L’eroe di cui seguiamo le gesta è il giovane Lucien Chardon, de Rubempré da parte di madre ed è questo il cognome con cui si presenta perché ai quarti di nobiltà ci tiene, convinto che gli possano aprire le porte del bel mondo. Vuole fuggire dalla campagna di Angoulême dove lavora come tipografo, scrivendo poesie appena ne ha il tempo: il suo sogno è diventare scrittore. Innamorata dei suoi versi è Madame de Bargeton, sposata a un uomo molto ricco e troppo vecchio per lei. Sarà lei a incoraggiarlo e ad aiutarlo a trasferirsi a Parigi, diventando la sua amante.
La ville lumière offre tanto ma ruba anche molto e Lucien, bello ma ingenuo, passa dai fasti alle disgrazie, si fida di chi non deve, si destreggia nei salotti mentendo e seducendo, perde la testa per un’attrice plebea e si picca di farla diventare una diva del gran mondo. L’aristocrazia lo accoglie, lo manipola e poi lo butta via e Lucien deve trovare il modo per essere ancora importante e sarà così che scoprirà il potere del giornalismo.
Aiutato da compagni di cordata più smaliziati, comincia a scrivere per una delle tante gazzette dell’epoca, pronte a pubblicare qualunque articolo purché faccia scandalo. E quindi soldi. C’è differenza fra i giornalisti corrotti della Parigi durante la Restaurazione e i blogger/influencer di oggi? Non molta, visto che il fine per ambedue è lo stesso: successo, soldi, potere. E chi se ne frega di un’informazione corretta o di notizie verificate.

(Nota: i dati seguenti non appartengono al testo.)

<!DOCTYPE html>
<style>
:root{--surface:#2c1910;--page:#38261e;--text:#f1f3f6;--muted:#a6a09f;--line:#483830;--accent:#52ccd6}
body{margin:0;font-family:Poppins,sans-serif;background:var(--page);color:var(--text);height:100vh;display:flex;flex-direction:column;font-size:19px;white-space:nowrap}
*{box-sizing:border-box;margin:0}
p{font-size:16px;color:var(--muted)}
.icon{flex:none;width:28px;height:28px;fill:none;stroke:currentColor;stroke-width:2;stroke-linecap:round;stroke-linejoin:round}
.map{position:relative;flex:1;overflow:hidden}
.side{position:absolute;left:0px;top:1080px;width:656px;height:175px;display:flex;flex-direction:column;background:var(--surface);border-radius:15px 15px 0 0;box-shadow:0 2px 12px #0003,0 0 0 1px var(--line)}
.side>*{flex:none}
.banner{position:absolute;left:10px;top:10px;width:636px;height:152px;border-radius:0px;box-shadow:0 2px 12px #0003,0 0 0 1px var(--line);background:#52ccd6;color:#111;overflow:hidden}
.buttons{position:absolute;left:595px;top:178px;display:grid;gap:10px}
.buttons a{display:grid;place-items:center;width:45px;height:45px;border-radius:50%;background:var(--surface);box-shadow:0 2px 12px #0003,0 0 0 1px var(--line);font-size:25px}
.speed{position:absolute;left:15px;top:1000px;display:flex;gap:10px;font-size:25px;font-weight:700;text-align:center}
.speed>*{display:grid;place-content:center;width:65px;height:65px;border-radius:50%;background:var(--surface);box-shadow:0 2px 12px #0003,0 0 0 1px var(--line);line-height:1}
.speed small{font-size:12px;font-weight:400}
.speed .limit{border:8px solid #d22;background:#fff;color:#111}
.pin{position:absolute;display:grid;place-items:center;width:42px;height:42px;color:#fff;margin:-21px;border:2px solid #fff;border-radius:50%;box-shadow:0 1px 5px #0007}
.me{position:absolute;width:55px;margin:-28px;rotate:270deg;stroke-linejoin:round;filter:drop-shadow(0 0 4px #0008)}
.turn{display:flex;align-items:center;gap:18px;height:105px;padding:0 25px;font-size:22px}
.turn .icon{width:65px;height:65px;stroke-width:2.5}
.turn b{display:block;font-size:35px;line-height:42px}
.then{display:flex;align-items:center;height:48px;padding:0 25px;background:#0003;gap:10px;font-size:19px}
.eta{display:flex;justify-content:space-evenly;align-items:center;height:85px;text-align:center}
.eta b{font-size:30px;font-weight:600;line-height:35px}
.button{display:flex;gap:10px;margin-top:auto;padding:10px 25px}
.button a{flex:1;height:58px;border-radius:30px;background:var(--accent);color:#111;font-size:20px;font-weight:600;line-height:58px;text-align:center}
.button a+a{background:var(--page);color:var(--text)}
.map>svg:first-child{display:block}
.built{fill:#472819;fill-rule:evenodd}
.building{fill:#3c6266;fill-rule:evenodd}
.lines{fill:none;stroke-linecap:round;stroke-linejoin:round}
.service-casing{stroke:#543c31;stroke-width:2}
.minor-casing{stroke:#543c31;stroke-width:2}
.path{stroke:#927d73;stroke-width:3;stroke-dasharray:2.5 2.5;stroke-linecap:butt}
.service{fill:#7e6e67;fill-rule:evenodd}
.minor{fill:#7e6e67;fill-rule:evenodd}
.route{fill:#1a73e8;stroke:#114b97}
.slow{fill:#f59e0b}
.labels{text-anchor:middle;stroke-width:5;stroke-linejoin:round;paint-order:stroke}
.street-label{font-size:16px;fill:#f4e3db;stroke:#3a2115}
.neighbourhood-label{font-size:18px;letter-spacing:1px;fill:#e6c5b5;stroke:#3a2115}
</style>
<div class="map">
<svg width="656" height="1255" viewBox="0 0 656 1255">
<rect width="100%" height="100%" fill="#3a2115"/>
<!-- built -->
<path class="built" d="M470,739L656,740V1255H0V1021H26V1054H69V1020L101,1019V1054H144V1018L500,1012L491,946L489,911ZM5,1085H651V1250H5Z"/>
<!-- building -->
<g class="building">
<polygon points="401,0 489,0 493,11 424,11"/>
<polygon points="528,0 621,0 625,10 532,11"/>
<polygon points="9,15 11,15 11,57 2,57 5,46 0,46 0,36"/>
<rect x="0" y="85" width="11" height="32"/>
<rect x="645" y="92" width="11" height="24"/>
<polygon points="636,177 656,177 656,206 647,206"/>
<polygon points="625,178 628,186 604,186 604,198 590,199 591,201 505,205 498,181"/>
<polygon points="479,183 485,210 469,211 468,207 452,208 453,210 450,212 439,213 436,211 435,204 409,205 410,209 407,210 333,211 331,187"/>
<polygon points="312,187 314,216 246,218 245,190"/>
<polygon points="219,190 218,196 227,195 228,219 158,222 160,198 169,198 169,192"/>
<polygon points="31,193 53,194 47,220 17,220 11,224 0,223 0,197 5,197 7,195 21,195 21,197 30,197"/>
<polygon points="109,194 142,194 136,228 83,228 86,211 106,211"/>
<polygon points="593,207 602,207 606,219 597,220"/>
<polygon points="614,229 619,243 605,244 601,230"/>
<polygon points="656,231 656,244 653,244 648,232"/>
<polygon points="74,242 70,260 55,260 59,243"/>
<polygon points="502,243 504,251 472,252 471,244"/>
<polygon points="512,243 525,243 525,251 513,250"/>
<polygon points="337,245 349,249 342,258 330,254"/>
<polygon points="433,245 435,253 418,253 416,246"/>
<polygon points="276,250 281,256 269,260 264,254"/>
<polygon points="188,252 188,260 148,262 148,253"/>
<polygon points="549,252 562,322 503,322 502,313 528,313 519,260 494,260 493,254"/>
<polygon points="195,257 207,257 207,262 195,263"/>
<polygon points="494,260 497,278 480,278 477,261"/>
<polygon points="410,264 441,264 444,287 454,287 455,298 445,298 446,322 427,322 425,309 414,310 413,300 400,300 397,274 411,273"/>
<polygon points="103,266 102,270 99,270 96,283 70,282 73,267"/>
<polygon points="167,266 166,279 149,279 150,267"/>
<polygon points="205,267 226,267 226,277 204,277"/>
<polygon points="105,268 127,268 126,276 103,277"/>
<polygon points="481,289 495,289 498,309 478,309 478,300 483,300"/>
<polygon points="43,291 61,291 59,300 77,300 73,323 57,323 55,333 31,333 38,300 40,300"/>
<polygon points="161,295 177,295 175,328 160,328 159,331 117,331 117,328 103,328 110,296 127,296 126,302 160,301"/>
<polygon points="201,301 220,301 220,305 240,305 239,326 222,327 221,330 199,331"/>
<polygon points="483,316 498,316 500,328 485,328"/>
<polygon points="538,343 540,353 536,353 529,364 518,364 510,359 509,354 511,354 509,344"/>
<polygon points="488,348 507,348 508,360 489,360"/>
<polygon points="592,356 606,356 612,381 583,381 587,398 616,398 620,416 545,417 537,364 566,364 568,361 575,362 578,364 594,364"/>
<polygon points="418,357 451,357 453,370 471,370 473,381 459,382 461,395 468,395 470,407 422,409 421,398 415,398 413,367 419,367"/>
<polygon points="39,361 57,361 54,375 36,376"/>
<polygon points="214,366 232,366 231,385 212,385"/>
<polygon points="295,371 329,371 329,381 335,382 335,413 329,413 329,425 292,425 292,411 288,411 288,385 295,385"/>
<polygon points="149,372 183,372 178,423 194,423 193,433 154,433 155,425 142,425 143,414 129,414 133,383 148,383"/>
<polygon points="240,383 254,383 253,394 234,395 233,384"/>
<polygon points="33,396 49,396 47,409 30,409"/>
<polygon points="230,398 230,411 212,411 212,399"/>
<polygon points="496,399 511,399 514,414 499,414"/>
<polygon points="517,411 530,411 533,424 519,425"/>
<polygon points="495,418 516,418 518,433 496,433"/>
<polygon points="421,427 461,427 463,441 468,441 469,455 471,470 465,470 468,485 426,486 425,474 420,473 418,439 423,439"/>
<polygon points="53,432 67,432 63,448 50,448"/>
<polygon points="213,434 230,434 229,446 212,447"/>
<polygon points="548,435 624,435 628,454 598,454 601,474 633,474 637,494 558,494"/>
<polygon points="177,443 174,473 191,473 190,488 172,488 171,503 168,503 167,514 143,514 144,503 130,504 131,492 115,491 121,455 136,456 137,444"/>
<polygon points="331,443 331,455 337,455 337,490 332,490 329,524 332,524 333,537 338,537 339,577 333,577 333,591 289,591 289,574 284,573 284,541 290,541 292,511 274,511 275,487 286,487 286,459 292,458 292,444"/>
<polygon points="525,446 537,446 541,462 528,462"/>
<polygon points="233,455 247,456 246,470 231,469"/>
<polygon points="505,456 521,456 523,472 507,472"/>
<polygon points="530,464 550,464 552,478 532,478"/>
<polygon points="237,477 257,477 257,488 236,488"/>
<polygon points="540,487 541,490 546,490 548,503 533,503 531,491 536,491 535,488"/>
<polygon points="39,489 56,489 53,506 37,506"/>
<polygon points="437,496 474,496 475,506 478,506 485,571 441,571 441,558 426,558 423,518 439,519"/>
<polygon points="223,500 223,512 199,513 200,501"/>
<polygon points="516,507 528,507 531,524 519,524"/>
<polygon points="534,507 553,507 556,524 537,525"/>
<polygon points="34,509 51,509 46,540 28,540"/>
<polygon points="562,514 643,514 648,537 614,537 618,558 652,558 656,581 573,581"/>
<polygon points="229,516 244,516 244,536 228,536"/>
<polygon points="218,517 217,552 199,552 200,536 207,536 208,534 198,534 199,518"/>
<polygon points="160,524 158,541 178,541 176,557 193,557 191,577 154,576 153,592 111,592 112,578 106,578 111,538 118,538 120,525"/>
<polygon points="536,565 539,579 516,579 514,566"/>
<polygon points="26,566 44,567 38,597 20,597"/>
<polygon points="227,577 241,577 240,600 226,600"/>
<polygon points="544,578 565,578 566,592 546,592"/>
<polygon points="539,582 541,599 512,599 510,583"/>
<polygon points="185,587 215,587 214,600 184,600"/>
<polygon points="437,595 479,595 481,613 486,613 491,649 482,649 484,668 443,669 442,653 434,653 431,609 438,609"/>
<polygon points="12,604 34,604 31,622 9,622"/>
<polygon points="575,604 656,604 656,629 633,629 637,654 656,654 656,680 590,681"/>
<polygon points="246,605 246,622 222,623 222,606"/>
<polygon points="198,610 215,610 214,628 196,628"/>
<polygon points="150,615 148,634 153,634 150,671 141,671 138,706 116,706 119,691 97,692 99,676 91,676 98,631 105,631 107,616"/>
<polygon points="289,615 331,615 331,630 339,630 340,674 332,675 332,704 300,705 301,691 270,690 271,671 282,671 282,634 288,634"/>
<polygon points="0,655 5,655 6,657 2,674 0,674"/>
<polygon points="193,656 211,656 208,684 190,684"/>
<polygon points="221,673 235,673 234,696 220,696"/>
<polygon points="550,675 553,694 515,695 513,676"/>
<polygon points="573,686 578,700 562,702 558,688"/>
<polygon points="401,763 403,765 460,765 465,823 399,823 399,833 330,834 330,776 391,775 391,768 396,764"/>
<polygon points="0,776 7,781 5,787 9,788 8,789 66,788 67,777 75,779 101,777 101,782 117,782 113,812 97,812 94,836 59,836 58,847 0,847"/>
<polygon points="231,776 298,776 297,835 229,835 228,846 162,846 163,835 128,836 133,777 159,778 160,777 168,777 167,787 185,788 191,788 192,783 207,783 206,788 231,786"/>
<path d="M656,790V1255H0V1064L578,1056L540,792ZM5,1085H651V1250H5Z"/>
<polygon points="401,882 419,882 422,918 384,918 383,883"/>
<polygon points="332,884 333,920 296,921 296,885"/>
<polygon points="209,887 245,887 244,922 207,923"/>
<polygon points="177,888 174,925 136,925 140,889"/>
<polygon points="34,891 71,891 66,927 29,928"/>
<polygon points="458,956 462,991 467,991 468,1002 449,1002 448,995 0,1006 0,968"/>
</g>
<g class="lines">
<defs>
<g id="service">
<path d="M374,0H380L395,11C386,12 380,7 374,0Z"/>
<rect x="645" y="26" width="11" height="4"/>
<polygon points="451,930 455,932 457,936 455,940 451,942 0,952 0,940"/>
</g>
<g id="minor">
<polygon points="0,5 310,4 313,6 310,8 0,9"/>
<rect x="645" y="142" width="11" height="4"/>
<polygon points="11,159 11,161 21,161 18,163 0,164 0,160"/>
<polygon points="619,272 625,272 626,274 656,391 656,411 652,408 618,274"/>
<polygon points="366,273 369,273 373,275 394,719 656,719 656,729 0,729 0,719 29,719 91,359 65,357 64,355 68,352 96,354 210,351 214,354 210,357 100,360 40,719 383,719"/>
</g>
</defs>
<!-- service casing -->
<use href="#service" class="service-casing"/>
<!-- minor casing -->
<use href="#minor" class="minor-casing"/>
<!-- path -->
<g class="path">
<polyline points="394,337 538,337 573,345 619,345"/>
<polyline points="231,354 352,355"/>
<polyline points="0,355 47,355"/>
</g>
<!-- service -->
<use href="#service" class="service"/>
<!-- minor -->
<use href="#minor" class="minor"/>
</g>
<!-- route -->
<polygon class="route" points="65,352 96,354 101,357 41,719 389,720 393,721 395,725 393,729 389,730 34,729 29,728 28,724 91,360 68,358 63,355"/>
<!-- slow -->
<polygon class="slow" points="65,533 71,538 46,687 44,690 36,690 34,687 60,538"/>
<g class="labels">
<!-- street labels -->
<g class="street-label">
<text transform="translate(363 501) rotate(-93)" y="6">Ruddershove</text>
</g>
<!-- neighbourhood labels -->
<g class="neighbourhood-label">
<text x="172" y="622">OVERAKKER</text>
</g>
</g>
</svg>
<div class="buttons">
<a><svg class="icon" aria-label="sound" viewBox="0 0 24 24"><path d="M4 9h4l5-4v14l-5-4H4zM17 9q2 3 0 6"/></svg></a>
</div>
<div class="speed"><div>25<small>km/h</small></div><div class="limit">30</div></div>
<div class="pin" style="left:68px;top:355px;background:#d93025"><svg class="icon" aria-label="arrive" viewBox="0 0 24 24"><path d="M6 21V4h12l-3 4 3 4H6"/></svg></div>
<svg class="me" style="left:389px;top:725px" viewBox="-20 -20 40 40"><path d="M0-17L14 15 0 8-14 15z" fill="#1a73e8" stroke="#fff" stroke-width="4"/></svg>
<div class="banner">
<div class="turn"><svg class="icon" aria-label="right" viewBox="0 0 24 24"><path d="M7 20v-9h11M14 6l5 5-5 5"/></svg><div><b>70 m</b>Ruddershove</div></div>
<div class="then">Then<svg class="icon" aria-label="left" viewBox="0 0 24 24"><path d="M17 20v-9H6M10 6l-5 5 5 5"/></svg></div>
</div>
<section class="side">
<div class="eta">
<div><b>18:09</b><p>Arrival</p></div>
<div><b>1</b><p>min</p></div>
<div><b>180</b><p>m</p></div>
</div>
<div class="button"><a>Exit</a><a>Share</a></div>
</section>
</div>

Lucien accetta i compromessi, ascolta Dépardieu, editore senza scrupoli che non sa neppure leggere ma sa fare quattrini, si destreggia fra dame disposte a farsi corteggiare ma pronte subito dopo a infierire, senza neppure cambiare espressione. Illusioni perdute in certi momenti ricorda L’età dell’innocenza per come apre le porte alla modernità. Con fastose scenografie e tanti bravissimi attori il film catapulta lo spettatore nei salotti più raffinati, nelle cene luculliane, in mezzo ai pettegolezzi più spregiudicati e fra i letti dove si consumano amori quasi sempre interessati. Forse è la Commedia umana, così come ha saputo raccontarla Balzac con fiumi di inchiostro, lo stesso che si vede nel film: parole, fogli su fogli, libri, poesie, resoconti, critiche feroci e strumentali. Insomma il mondo della cultura e dello spettacolo come ancora oggi domina il mondo e che spesso ha la meglio anche sulla politica. Tutto si può comprare, tutto si può vendere e quanto alle buone intenzioni lo si sa, servono solo per lastricare le vie dell’inferno.